In particular, the project puts into practice recent methodologies and biotechnologies which, although they have already been successfully tested in other fish species, have never been applied to the Mediterranean trout S. macrostigma.
Selective artificial propagation is currently used in all the programs of recovery and conservation of the different native species of salmonids threatened by genetic introgression: genetically selected individuals are placed on the sites after being bred – even if strictly necessary – in an artificial environment.
The innovative features of the Nat.Sal.Mo Project are:
– restore the genetic integrity of the populations of S. macrostigma by focusing it mainly on the natural reproduction of trout that is not or not introgressed through selective access to the main breeding sites;
– expand the range of S. macrostigma, after having carried out the requalification of the habitat, by means of artificial reproduction with frozen seed of native trouts and fertilization schemes able to maximize the genetic variability of the offspring;
– reduce as much as possible the non-adaptive selective pressure (the hatching and artificial breeding) by implanting the embryonated eggs directly in the sites identified as suitable for repopulating the native trout. The eggs will be sown through the construction of special semi-natural sites, exploiting the natural material present in the riverbed;
-guarantee the involvement of local communities in the project and its continuation over time, in particular by entering into “River Contracts” with fishermen and related associations, ie voluntary agreements to observe good practices and respect the rules to protect species and habitats.
It allows to select access to natural spawning sites by allowing only the native breeders with little or no introgression. In the USA, this system is used in Pacific salmon hatcheries to keep the breeding stock released at the young stage by the same plant. At the same time, the wild breeders, that are allowed to reach the reproduction areas, are recognized.
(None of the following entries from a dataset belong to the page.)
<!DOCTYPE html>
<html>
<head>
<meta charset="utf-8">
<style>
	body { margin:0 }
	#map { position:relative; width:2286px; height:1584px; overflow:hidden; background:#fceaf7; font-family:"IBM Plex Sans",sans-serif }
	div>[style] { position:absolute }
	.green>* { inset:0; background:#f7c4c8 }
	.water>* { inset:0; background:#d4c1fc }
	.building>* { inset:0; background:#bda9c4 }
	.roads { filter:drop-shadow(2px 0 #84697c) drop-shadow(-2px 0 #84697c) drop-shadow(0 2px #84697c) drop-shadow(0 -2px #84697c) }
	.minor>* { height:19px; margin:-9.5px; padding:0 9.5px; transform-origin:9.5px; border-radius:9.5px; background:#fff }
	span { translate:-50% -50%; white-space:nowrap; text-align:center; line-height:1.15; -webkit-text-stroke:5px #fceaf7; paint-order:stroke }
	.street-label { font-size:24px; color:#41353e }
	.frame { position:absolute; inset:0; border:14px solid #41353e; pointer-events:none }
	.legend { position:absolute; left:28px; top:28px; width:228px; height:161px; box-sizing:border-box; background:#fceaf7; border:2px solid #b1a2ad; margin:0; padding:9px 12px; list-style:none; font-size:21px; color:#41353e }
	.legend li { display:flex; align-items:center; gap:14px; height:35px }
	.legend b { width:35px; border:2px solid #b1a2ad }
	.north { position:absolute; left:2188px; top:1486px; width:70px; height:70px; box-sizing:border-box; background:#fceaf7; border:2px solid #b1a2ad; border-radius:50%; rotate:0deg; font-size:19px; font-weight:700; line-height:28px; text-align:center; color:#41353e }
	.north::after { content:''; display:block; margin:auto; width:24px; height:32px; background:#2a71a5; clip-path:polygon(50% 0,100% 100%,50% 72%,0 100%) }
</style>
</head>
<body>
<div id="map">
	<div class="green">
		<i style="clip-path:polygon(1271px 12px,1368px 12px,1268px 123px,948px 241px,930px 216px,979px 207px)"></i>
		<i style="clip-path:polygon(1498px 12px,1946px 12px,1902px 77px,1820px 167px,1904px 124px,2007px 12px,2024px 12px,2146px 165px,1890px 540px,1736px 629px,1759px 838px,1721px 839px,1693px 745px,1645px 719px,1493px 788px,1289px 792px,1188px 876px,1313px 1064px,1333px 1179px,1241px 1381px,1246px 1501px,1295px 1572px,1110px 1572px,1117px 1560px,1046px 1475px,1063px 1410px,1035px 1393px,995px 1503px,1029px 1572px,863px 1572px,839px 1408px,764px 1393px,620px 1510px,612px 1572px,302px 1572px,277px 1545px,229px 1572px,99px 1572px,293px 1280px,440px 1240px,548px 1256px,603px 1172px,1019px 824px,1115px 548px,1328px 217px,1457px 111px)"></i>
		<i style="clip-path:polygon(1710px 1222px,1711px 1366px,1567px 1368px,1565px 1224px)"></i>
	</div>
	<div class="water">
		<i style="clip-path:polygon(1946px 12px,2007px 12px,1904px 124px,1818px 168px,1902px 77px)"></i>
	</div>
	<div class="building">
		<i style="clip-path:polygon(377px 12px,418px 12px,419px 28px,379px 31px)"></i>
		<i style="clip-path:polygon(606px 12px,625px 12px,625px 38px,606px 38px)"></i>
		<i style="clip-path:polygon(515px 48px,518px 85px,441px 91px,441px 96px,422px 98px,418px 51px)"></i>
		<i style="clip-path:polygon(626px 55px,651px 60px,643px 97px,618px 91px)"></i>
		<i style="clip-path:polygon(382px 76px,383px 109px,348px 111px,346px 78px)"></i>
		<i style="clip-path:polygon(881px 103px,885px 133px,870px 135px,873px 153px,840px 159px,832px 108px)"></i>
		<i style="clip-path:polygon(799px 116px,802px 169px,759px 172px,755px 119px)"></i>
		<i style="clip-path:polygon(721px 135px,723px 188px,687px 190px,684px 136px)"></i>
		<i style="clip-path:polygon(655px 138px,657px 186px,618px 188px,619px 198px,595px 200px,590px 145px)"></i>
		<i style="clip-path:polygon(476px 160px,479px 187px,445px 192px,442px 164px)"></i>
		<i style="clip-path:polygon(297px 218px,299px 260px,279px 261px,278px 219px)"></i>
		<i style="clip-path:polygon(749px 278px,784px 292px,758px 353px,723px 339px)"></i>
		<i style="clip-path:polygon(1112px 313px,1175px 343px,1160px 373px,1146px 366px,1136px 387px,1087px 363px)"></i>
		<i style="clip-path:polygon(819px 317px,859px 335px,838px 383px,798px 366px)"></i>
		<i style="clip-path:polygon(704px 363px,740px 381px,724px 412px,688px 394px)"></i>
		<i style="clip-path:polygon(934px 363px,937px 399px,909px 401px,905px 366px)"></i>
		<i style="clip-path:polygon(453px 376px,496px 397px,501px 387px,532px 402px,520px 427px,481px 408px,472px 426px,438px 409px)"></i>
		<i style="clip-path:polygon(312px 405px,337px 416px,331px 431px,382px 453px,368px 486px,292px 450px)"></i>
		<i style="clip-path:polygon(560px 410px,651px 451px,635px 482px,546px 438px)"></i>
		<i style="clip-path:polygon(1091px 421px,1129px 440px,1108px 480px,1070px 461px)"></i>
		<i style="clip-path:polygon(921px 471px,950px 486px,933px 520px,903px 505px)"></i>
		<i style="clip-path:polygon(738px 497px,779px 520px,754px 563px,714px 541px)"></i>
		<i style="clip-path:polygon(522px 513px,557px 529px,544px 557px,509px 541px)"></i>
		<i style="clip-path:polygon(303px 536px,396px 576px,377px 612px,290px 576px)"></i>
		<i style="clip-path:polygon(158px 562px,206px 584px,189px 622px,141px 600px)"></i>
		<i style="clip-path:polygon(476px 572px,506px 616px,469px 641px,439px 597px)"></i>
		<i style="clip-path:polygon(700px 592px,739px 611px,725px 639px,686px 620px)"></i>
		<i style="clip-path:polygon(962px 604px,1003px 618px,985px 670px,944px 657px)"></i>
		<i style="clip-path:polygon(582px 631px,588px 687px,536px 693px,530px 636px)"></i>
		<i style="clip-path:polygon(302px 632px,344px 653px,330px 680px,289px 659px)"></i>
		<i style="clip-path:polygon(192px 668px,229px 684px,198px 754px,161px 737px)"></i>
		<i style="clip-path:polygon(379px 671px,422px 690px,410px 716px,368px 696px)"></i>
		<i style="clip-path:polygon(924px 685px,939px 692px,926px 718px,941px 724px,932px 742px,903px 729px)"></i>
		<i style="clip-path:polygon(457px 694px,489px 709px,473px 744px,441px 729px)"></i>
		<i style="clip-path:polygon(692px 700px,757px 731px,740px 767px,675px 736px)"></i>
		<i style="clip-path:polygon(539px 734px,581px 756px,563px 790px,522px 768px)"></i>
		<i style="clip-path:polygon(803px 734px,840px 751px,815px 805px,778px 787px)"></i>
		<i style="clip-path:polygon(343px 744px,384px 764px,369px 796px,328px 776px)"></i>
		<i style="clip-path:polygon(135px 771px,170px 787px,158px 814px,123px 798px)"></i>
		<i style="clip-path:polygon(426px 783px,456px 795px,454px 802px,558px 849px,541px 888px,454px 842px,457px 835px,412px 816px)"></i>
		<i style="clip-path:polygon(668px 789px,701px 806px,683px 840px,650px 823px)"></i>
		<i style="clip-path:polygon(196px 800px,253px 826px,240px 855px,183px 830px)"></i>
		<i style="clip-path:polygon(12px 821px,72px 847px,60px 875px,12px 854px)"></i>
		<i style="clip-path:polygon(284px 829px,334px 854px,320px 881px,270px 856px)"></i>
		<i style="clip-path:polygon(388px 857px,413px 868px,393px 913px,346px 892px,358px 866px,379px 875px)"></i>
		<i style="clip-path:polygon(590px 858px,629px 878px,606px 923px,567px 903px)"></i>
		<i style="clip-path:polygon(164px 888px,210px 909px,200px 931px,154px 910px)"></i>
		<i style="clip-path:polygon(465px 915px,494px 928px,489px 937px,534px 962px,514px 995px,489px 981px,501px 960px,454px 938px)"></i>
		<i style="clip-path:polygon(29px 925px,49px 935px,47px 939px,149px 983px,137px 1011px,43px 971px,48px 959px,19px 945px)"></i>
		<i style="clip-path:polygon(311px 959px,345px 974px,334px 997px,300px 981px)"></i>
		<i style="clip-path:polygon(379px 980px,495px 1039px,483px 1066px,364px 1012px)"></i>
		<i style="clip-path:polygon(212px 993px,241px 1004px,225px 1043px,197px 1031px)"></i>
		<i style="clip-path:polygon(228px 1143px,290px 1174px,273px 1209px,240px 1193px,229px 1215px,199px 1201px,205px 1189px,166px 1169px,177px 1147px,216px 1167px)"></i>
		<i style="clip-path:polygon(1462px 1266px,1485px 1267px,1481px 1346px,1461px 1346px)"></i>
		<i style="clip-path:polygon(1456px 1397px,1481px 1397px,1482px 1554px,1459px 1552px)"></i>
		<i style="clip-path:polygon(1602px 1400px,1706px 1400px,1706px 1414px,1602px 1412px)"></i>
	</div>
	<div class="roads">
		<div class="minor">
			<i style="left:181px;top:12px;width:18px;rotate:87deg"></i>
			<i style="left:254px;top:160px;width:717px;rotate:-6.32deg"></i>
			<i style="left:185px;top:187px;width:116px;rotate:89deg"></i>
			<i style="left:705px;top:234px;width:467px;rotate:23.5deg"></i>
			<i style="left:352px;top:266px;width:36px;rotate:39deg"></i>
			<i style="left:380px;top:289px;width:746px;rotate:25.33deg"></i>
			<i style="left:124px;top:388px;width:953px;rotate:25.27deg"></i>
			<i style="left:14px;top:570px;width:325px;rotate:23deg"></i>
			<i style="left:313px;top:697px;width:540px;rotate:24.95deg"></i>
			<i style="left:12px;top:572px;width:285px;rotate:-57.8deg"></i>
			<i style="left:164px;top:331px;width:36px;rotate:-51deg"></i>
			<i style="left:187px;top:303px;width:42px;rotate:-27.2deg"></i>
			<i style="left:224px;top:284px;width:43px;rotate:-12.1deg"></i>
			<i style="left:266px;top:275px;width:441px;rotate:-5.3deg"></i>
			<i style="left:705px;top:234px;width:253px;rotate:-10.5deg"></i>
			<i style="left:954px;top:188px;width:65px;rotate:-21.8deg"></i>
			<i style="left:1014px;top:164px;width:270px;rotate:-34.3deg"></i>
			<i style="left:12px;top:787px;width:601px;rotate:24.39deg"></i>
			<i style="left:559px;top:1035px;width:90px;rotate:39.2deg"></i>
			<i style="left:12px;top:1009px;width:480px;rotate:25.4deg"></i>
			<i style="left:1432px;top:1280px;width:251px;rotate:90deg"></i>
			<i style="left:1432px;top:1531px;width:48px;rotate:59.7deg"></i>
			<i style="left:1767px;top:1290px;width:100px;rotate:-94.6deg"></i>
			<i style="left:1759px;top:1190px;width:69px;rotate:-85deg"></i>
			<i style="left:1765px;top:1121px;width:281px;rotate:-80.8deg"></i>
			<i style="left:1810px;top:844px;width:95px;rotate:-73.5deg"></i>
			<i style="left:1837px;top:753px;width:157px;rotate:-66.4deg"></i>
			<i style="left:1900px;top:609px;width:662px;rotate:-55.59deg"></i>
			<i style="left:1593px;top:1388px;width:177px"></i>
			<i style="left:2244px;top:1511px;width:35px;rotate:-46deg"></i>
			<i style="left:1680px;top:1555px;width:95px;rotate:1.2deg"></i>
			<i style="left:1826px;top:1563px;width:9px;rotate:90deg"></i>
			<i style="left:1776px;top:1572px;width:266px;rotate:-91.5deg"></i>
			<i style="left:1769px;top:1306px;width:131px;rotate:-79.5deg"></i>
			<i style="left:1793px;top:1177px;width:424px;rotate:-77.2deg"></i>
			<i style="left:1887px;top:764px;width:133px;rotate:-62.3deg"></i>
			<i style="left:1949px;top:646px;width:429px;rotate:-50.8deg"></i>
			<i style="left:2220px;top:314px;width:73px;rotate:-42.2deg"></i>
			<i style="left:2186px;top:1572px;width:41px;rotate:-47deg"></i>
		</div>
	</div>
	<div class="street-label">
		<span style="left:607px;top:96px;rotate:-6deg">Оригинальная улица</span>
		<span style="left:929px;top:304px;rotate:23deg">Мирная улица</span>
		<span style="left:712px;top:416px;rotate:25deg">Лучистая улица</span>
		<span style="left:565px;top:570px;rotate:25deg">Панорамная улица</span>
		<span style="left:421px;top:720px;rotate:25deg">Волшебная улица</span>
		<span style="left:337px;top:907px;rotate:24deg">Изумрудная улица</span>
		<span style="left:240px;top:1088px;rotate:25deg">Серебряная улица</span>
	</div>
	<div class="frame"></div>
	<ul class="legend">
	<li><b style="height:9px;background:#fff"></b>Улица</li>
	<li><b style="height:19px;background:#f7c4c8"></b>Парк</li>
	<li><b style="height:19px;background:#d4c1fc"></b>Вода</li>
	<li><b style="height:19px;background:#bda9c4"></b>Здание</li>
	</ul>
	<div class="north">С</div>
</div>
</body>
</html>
The native trout populations of the Biferno and Volturno rivers are characterized by a massive upward migration. Therefore, during this migration, the reproductive specimens will be captured through fixed traps, thus allowing the recognition of introgressed reproducers – to be eradicated – from those less or not at all introgressed, which will be released to continue migration upstream and reproduce naturally. Although this technique is widely used and tested in the management of artificial Pacific salmon breeding facilities, we can consider it as an unusual and innovative system for the eradication of alien species (or introgressed specimens) for the native salmonid populations of the Mediterranean rivers.
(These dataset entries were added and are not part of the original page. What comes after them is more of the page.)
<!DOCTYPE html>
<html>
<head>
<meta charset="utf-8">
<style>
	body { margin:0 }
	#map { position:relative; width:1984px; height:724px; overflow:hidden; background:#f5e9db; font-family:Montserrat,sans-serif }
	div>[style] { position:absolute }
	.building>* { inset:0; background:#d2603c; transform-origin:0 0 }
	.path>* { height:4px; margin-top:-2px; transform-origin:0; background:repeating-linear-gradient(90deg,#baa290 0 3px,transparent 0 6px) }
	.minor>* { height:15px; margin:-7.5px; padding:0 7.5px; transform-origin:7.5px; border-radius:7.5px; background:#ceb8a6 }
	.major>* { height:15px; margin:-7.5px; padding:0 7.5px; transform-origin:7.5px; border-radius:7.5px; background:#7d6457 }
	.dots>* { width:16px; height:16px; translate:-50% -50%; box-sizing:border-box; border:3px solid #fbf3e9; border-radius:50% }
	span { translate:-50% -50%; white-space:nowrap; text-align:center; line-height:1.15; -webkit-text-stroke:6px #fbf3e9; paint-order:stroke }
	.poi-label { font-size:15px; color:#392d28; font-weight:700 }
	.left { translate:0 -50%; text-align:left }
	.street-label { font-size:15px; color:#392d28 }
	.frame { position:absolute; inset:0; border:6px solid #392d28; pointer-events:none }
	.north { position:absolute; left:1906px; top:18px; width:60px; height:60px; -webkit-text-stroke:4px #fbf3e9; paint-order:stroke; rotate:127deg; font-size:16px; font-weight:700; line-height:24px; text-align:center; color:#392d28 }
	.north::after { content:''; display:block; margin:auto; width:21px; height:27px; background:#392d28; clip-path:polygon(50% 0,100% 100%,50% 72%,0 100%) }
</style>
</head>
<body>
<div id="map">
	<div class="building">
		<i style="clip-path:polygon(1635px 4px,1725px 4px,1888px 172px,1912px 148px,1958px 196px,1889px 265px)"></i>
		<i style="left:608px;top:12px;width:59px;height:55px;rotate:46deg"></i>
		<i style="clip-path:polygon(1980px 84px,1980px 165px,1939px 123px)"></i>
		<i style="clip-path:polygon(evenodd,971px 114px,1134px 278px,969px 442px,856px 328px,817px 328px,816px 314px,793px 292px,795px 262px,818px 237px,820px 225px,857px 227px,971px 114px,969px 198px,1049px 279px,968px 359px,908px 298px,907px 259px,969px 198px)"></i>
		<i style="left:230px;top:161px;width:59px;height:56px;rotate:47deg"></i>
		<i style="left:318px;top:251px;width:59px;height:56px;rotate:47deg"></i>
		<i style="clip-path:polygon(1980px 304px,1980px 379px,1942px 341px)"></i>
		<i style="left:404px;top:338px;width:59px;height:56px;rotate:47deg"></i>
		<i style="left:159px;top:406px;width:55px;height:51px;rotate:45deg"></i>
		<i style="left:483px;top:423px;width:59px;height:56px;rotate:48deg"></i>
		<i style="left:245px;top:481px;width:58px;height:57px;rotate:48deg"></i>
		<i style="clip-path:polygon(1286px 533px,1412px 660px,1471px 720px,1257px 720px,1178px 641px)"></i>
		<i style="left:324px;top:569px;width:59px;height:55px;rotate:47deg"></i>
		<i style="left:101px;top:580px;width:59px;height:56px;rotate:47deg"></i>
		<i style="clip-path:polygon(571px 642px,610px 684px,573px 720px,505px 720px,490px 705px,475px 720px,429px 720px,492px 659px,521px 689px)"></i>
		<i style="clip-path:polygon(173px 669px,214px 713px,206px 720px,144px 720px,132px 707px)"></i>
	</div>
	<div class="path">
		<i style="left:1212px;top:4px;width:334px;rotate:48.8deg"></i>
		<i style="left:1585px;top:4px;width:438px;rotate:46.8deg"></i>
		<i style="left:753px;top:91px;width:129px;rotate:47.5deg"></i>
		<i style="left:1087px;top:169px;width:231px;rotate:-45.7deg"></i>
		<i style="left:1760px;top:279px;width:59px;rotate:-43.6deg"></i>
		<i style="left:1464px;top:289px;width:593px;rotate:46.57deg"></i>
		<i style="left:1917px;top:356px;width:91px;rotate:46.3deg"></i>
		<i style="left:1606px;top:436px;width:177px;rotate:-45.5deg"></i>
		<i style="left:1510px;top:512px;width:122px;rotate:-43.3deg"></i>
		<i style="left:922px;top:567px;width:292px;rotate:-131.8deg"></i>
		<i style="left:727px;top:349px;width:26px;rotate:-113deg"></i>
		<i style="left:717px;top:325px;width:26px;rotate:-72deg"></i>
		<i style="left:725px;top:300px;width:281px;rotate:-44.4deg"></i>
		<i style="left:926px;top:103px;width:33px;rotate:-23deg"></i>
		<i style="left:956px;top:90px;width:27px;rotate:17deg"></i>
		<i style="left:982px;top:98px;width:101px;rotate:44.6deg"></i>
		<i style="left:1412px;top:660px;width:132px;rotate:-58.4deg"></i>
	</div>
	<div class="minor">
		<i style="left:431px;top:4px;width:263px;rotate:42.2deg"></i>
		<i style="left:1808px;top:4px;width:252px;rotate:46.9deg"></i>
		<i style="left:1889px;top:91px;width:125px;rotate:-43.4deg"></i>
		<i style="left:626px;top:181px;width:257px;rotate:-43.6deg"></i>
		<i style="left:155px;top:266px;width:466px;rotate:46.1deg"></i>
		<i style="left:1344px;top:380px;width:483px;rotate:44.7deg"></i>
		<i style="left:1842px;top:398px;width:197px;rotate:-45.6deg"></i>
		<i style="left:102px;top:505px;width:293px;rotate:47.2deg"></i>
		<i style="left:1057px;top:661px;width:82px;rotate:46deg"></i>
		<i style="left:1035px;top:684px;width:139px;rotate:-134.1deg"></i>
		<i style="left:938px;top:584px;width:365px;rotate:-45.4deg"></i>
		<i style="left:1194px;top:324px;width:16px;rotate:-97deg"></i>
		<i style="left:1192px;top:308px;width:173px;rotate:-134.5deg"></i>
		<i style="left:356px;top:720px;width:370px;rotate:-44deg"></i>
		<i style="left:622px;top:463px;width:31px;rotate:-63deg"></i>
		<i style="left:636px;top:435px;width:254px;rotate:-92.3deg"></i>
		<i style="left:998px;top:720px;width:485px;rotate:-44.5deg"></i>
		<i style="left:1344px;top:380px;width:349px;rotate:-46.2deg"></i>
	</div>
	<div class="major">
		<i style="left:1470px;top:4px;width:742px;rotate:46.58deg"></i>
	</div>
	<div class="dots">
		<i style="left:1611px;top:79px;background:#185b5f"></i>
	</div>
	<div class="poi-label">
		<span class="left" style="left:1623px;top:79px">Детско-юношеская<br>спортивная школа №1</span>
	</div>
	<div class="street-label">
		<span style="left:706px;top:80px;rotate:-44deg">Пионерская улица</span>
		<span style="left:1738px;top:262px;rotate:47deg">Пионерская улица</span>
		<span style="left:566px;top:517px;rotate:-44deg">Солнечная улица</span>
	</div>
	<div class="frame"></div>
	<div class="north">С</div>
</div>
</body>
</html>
Sperm cryopreservation and fertilization protocols
The cryopreservation of gametes is considered an effective method for saving endangered fish species thanks to the creation of genetic banks.
Furthermore, the freezing of the seed has several advantages for the protection of biodiversity in the context of artificial supportive reproductive actions, because with this technique it is possible to minimize inbreeding and selection due to domestication. Currently, in fish farms sperm cryopreservation is the only cryogenic technology available to develop ex situ conservation programs, as the cryopreservation of oocytes and embryos is still unsatisfactory. It must be emphasized that these techniques have never been used before in concrete actions to safeguard S. macrostigma. Simultaneously with the optimization of the cryopreservation techniques of the male gametes of the Molise salmonid populations, an appropriate cross-fertilization protocol will be used in order to safeguard the diversity of natural populations.